The investigators suggest that surgeons may need time and experience to learn how to manage personal discomfort when faced with poor postoperative outcomes. They also suggest that the structure of a closed ICU may impede the continuity of the surgeon–patient relationship and that conflict may ensue when an intensivist replaces the surgeon as the primary decision maker for the patient.

Limitations of this study include the nonresponse bias associated with surveys, a social desirability bias, and a potential lack of generalizability to surgical subspecialties other than vascular, cardiothoracic, and neurologic surgery. Because the survey did not specifically define a poor postoperative outcome, the investigators are unable to specify a clinical threshold that may trigger conflict. In addition, the study did not distinguish closed ICUs run by surgeons from closed ICUs managed by nonsurgeons.
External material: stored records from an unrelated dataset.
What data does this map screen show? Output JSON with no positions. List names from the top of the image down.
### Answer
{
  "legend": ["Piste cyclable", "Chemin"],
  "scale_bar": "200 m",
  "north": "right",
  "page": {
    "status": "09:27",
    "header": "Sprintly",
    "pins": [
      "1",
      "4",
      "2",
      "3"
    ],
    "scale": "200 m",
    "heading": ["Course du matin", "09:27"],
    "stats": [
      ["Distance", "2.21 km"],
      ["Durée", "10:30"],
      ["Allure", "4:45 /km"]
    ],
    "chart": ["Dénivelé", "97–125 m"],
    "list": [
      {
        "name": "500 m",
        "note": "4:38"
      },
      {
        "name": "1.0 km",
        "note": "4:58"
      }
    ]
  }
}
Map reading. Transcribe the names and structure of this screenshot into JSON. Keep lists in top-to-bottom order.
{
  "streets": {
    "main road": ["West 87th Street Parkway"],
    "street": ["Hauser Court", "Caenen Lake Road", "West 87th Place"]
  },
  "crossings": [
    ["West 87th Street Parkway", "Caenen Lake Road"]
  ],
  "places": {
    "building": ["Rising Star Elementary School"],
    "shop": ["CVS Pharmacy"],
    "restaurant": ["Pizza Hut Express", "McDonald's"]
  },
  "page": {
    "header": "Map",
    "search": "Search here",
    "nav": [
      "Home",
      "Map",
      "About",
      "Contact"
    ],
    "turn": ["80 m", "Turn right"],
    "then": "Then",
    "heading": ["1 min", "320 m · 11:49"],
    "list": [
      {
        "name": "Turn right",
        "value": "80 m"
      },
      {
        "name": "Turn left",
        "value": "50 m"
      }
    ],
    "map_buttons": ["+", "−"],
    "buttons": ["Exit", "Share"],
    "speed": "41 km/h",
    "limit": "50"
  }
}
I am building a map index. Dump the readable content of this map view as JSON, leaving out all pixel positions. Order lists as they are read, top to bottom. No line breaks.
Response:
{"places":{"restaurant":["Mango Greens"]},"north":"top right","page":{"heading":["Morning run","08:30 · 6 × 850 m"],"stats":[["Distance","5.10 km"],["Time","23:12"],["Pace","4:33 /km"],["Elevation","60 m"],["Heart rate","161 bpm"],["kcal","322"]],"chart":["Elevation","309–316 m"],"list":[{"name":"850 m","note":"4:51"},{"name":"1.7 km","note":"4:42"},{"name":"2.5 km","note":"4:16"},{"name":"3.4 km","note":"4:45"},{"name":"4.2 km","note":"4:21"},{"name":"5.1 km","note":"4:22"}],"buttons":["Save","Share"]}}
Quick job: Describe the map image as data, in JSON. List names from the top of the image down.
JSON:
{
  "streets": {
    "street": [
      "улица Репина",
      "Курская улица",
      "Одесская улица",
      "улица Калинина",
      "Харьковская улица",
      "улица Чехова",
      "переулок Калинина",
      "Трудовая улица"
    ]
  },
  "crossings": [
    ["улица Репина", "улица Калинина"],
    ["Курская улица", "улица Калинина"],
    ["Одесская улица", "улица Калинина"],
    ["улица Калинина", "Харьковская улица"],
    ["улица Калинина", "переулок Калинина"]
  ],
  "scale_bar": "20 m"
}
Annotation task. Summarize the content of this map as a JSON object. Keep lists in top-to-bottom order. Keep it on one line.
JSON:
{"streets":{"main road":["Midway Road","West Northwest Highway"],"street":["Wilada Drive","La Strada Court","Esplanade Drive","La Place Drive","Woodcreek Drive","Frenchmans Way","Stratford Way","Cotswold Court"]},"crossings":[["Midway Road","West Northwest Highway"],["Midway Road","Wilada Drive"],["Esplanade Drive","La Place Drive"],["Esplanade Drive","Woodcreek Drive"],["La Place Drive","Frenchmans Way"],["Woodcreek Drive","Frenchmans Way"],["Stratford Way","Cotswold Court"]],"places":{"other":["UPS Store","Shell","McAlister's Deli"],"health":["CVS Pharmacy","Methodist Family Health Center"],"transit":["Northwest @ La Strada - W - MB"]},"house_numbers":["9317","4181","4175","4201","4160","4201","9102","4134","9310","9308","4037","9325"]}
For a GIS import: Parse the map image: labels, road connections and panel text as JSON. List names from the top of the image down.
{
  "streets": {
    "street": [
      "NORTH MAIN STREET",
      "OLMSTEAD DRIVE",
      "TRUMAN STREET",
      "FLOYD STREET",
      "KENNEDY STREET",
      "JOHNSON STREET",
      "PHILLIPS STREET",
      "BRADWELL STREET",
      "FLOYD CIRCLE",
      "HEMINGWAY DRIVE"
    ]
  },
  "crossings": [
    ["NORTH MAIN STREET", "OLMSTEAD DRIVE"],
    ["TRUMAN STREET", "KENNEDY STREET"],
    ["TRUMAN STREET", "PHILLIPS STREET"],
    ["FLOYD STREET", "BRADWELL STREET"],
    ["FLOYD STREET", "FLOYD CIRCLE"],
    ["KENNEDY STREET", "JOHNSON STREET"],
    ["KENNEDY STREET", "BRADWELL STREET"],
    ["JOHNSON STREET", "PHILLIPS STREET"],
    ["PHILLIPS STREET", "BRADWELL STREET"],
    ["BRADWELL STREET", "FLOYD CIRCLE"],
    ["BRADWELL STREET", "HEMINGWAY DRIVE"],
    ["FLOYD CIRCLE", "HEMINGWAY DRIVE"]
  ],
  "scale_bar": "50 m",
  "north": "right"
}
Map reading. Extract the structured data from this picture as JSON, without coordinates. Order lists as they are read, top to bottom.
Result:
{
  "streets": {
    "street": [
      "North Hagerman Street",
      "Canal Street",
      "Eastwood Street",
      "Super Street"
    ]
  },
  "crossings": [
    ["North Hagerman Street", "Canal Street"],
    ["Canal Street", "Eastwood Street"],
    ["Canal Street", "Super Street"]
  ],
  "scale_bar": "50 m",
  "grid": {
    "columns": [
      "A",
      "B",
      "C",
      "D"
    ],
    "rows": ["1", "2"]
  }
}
"Given the myriad challenges inherent in delivering the highest quality of care in these settings, clinicians from all backgrounds should focus on eliminating these interteam conflicts to allow energies to be spent more productively on other clinical issues affecting safety and quality," the study authors conclude. "Interventions directed at the individual level as well as the system level will be important to mitigate conflict to provide better care for our critically ill postoperative patients."

In an accompanying editorial, Susan Galandiuk, MD, from the Department of Surgery at the University of Louisville in Kentucky, addresses the issue of "patient ownership" as it relates to conflict of surgeons with intensivists and nurses.

She notes that the operating surgeon, perhaps motivated in part by guilt, is less prompt to move toward palliative care for the patient with a poor postoperative outcome than intensive care clinicians are.

"Just who is the more consistent and ethical conservator of resources varies widely in the hospitals in our university medical center," Dr. Galandiuk writes. "I do not believe intensivists are more protective of those resources; more likely, the opposite is true. The reader must also be wondering how [ICU] nurses view these complex and intense interactions. These kinds of questions are hard to pose meaningfully and even more difficult to answer."

The National Institutes of Health, the University of Wisconsin School of Medicine and Public Health, the Agency for Healthcare Research and Quality, and the University of Wisconsin support research by some of the study authors. The authors and Dr. Galandiuk have disclosed no other relevant financial relationships.